LA QUIEBRA DEL VERBO
Una opinión para escritores que prefieren el martini frío al café recalentado
Vivimos en una época de indigencia narrativa. En 2025, escribir una novela sin intervención algorítmica es tan subversivo como prender fuego a un servidor de Meta. El vacío que deja la ausencia de lo humano se traduce en un hambre clandestina. La paradoja es clara: cuanto más se automatiza la creación, más se anhela su imperfección. La palabra, antaño vehículo de sentido y comunidad, ha sido despojada de su aura, reducida a mera información, a datos efímeros que se consumen y desechan sin dejar huella. La narración, esa práctica ancestral que tejía los lazos sociales, vasos comunicantes y daba coherencia a la existencia, ha sido desplazada por la tiranía de la información. Pero la literatura no ha muerto: se ha convertido en un acto de insumisión. En un llamado a la insurrección contra la banalidad digital, una invitación a desenterrar la narración de entre los escombros de la era de la información.
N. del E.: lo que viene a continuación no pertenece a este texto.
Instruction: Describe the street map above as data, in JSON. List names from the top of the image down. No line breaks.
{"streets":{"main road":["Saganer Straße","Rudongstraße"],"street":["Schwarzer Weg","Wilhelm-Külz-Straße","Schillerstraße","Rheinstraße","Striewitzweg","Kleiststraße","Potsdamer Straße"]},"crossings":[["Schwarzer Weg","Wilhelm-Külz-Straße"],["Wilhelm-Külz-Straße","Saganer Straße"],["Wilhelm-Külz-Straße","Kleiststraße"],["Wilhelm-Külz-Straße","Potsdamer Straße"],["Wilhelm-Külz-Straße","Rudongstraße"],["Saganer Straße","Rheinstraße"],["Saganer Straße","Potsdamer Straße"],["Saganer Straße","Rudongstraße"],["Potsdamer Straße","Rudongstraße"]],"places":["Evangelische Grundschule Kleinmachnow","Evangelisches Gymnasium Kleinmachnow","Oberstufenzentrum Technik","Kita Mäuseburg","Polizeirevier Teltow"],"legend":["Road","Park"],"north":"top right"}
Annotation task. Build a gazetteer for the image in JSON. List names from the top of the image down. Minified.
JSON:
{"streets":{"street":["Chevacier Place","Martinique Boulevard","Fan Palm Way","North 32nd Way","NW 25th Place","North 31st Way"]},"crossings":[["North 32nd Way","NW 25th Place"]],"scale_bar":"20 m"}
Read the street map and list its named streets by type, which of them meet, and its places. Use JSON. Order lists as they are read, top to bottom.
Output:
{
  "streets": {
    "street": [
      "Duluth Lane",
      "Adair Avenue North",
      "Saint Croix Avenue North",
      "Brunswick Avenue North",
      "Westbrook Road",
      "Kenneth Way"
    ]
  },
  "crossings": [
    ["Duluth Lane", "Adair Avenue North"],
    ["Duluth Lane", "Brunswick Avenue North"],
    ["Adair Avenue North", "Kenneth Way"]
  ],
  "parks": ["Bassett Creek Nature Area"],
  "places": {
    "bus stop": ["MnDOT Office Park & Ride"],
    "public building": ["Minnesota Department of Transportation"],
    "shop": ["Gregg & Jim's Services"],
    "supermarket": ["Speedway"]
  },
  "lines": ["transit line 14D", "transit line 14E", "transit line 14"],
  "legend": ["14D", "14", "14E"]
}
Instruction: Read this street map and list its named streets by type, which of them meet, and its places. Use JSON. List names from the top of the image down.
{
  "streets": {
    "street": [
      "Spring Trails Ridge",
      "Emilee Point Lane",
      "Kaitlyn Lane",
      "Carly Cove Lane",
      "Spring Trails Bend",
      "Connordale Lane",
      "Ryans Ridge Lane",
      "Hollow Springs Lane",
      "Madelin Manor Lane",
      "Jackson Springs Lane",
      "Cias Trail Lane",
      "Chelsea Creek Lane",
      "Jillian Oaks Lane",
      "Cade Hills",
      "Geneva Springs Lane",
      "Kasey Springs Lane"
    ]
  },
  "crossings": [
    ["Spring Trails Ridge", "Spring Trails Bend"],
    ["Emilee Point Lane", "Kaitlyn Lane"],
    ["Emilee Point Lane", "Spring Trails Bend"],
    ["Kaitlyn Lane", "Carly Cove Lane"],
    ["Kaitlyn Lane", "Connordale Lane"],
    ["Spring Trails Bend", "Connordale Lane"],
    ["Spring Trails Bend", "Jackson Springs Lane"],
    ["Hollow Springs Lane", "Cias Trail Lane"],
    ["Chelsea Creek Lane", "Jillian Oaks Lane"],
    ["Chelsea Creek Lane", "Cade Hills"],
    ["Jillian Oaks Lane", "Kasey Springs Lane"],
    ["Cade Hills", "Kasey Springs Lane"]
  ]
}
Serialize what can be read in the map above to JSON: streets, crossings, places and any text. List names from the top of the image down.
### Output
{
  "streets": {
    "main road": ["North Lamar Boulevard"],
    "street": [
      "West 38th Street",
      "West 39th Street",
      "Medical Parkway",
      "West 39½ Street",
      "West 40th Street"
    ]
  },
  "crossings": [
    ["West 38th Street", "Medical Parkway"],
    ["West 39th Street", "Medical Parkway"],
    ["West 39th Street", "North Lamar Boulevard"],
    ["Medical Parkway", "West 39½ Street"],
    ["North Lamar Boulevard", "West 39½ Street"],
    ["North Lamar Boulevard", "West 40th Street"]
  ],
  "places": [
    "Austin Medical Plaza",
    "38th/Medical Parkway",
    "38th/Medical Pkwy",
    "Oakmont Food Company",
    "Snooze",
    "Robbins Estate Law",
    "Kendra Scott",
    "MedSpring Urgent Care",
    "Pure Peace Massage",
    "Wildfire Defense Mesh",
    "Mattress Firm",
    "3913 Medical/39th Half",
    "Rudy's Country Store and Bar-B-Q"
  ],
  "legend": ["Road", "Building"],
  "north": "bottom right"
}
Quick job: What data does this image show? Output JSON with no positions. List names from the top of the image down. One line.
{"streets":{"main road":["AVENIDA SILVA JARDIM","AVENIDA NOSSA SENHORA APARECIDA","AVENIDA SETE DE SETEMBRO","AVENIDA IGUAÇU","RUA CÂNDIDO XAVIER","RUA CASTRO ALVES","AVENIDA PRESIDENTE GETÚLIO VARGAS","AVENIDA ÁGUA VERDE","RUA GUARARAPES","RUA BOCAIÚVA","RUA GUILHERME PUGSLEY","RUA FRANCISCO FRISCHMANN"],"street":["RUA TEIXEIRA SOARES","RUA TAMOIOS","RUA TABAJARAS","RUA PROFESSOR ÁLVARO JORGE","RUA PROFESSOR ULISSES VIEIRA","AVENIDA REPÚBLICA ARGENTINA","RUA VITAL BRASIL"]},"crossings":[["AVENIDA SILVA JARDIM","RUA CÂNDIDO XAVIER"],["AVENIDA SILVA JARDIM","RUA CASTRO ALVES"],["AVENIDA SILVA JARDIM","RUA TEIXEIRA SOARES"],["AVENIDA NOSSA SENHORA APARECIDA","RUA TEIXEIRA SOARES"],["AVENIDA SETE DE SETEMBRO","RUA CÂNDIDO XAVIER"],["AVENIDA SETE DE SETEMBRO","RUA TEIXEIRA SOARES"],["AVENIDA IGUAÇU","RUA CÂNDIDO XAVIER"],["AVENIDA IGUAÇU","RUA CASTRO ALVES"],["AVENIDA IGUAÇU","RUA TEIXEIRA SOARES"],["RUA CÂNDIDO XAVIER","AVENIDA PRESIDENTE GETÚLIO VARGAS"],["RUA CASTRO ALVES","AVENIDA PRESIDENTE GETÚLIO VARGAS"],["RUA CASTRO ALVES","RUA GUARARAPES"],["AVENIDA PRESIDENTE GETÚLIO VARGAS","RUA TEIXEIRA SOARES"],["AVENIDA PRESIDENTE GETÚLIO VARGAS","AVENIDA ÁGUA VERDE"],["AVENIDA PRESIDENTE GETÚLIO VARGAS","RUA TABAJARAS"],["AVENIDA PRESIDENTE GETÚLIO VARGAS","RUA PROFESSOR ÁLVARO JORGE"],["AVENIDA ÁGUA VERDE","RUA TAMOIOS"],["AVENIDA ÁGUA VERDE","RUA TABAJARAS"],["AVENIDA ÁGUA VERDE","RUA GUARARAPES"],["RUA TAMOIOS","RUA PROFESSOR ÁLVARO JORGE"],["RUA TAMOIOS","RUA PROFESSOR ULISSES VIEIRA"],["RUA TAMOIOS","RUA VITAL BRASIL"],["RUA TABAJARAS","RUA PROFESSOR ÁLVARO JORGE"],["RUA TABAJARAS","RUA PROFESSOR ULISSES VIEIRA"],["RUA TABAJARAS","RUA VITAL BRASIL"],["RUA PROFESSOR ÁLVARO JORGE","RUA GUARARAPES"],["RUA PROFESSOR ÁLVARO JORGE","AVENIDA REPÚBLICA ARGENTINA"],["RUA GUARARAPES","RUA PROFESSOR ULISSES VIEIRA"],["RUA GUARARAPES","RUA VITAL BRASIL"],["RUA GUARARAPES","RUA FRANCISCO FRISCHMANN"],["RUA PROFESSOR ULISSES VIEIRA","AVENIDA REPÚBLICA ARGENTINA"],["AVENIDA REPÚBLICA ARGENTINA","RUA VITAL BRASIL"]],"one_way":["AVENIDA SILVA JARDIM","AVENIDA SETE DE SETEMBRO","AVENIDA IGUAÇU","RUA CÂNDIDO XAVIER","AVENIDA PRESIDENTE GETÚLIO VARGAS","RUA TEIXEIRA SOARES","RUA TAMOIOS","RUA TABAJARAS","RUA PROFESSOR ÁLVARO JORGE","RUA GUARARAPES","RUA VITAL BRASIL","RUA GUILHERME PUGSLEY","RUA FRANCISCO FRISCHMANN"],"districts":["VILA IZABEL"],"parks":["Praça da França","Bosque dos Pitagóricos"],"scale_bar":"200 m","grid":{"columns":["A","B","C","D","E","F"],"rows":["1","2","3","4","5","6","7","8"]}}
Cuando el verbo se vende al diablo, la literatura ya no es un lujo; es un acto de supervivencia. Durante siglos, ha tejido el hilo que da sentido al caos, que nos ata a los otros, que nos arranca del presente para arrojarnos al pasado o al porvenir. Pero hoy, en esta era de la máquina omnipotente, ese hilo se deshilacha. La digitalización ha despedazado la experiencia humana en fragmentos miserables: un tuit, un reel, un note, un destello que se apaga antes de ser comprendido. El cerebro, ese órgano que evolucionó para narrar y conectar, se atrofia bajo el bombardeo de datos vacíos. La dopamina del scroll nos tiene babeando como perros pavlovianos, mientras la capacidad de imaginar se pudre en el olvido.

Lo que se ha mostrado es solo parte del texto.